As Oferteiras dispõem-se, à frente dos funerais, em fila indiana, precedidas do rapaz da campainha. Em número ilimitado, dependendo somente do consentimento da família e da possibilidade de conseguir, no Lugar ou na Freguesia, donzelas disponíveis para isso.

E assim se chama a este desfile das raparigas nos funerais, O Cortejo das Oferteiras.

Não há na escolha e no convite qualquer exigência social ou económica, apenas serem solteiras, reputadas de boa fama e com a idade máxima de 25 anos. Até há pouco tempo existia o costume de o número ser ímpar (pernão, como diz o povo) – costume que por se julgar eivado de superstição, se procurou evitar.

Vestidas rigorosamente de preto, desde os sapatos ao lenço da cabeça, com saia, blusa, xaile fino (tipo varina), manta ou véu preto.

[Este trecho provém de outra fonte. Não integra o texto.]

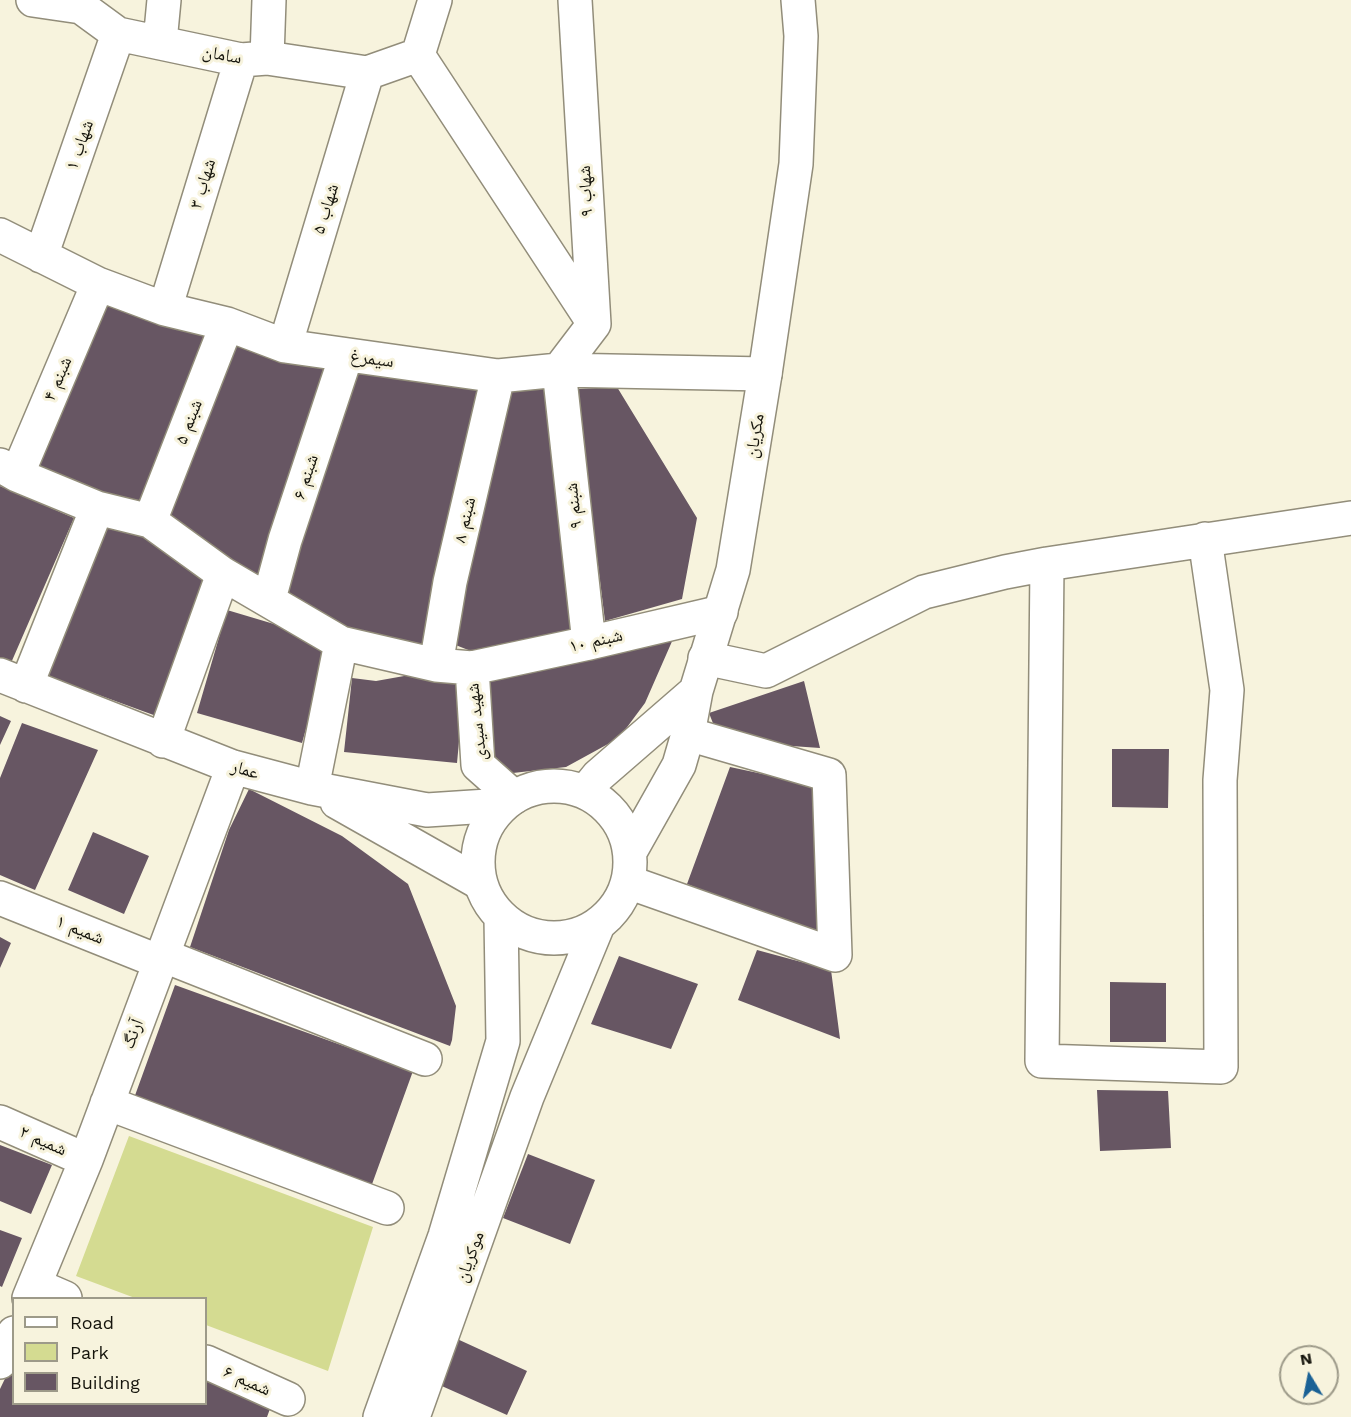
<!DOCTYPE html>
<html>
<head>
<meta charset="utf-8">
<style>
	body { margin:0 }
	#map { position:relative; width:1351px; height:1417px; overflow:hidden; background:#f7f3dd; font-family:"Work Sans",sans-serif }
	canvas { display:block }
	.legend { position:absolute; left:12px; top:1297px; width:195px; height:108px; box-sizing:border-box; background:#f7f3dd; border:2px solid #9d9a89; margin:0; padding:8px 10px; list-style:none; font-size:18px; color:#15140c }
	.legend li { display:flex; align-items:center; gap:12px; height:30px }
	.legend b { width:30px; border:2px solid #9d9a89 }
	.north { position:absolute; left:1279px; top:1345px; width:60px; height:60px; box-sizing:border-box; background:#f7f3dd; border:2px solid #9d9a89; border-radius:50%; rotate:350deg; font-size:16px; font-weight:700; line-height:24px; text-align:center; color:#15140c }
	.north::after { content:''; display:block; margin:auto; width:21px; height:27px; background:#1a6195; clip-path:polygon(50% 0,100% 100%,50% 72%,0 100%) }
</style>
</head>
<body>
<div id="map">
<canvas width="1351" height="1417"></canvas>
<ul class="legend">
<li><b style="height:8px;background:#fff"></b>Road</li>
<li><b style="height:16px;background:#d4db91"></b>Park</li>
<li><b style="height:16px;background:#675663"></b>Building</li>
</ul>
<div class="north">N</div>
</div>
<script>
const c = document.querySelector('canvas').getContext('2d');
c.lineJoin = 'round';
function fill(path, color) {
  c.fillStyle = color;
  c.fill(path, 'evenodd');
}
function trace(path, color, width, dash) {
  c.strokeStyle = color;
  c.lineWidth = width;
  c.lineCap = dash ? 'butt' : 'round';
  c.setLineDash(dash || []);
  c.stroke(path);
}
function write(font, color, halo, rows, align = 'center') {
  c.font = font + ' "Work Sans","Noto Naskh Arabic",sans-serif';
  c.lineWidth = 6;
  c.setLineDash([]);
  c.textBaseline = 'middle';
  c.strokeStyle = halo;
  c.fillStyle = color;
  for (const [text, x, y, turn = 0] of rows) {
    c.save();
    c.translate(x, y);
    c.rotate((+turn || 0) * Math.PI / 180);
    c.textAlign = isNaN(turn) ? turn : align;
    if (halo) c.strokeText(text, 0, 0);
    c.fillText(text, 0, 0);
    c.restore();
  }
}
fill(new Path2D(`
	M129,1136L373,1227L328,1371L206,1325V1298H135L76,1276Z`), '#d4db91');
fill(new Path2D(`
	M103,294L219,329L137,508L28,463Z
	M232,335L336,364L265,584L159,515Z
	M357,370L482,385L430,648L358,632L277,595Z
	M553,377L582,636L486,657L448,642L501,387Z
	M617,387L697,518L682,599L605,621L576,389Z
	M0,486L74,518L11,663L0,658Z
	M102,518L153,537L208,585L159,717L44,675Z
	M227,610L331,641L302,743L197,713Z
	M677,630L645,703L619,738L566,767L504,774L493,762L476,665Z
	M421,673L465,677L457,763L344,752L352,678L376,681Z
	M804,681L820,748L749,743L723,749L709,713Z
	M0,716L11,721L0,745Z
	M22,723L98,750L35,890L0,875V778Z
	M1112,749H1169L1168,808L1112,807Z
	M730,767L824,787L826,939L687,884Z
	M249,789L342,836L408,884L456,1006L452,1040L450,1046L190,947L229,830Z
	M93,832L149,856L124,914L68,890Z
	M0,937L11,943L0,968Z
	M757,950L831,970L840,1039L738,1000Z
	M619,956L698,984L671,1049L591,1024Z
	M1110,982L1166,983V1042H1110Z
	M175,985L413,1071L371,1187L133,1101Z
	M1097,1090L1168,1091L1171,1148L1100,1151Z
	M0,1145L52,1165L31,1214L0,1201Z
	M528,1154L595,1180L570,1244L503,1218Z
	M0,1230L22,1238L2,1287L0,1286Z
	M455,1338L527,1371L507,1415L435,1383Z
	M14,1360V1404H206V1380L271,1406L267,1417H0V1389Z`), '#675663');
const minor = new Path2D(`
	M33,0L81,7L118,34L241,60L267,58L367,73L418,55
	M575,0L594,324L559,370L589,643
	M160,42L164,0
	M418,55L593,322
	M418,55L435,0
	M267,58L269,0
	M0,235L98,284L165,309L227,324L285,346L498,376L559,370L765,374
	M41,256L118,34
	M165,309L241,60
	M285,346L367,73
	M0,465L17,475L97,508L150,521L223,574L341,643L436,665L472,668L589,643L721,612
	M17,475L98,284
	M150,521L227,324
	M1047,564L1042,1061L1221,1067L1220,780L1227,690L1205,539
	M269,599L285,540L346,356
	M705,658L766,671L924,592L1005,572L1047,564L1351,518
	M436,665L450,582L498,376
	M472,668L478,765L514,797
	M0,675L233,767L312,788L427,810L503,805
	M26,686L97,508
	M163,741L223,574
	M312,788L341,643
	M337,802L480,883
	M628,882L835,955L829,775L688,734
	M0,898L160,962
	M162,955L425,1059
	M107,1103L387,1208
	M0,1122L86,1160
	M35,1285L65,1298
	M29,1298L86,1160L233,767
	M0,1362L14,1333
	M206,1362L288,1399`);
const primary = new Path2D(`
	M478 862a76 76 0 1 1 152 0a76 76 0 1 1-152 0Z
	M585,792L598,776L696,691
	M630,852L679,765L688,734L696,691L733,570L765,374L796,164L801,36L798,0
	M380,1417L445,1236L503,1041L501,918
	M413,1417L527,1097L598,925`);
trace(minor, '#928d7a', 36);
trace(primary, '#928d7a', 36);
trace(minor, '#fff', 33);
trace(primary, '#fff', 33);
write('18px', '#15140c', '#f7f3dd', [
	["سامان",222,55,10],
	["شهاب ۱",80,145,-71],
	["شهاب ۳",203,184,-73],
	["شهاب ۹",586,191,-93],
	["شهاب ۵",326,209,-73],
	["سیمرغ",372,359,8],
	["شبنم ۴",58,379,-67],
	["شبنم ۵",189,422,-69],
	["مکریان",755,436,-81],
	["شبنم ۶",306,477,-72],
	["شبنم ۹",574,506,-96],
	["شبنم ۸",465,520,-77],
	["شبنم ۱۰",596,641,-13],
	["شهید سیدی",477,722,-96],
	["عمار",245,770,16],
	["شمیم ۱",80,930,22],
	["آرنگ",133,1034,-69],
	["شمیم ۲",43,1141,24],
	["موکریان",470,1257,-70],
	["شمیم ۶",247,1381,24]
]);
</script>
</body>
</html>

O pequeno cesto de varas redondas, coberto inteiramente pela toalha de linho branco, pousado na rodilha branca sobre a cabeça, sobressai perfeitamente em todo o conjunto fúnebre, dando um tom de pura saudade e bela homenagem aos mortos que vão a sepultar. Esta toalha existia, outrora, em todas as casas, servindo primeiramente para os baptizados das famílias. O milho que leva o cesto é oferecido pelas pessoas amigas, vizinhos e parentes e, no seu conjunto deve dar um alqueire, em enterro de adulto, e meio alqueire, em enterro de anjinho. Primitivamente, eram duas boroas de milho que se destinavam aos pobres. / 34 /

A renda da toalha é disposta de uma maneira especial, cobrindo toda a boca do cesto que leva o milho e fica pendente das abas, não permitindo ver-se qualquer parte das varas redondas de que se compõe o cesto.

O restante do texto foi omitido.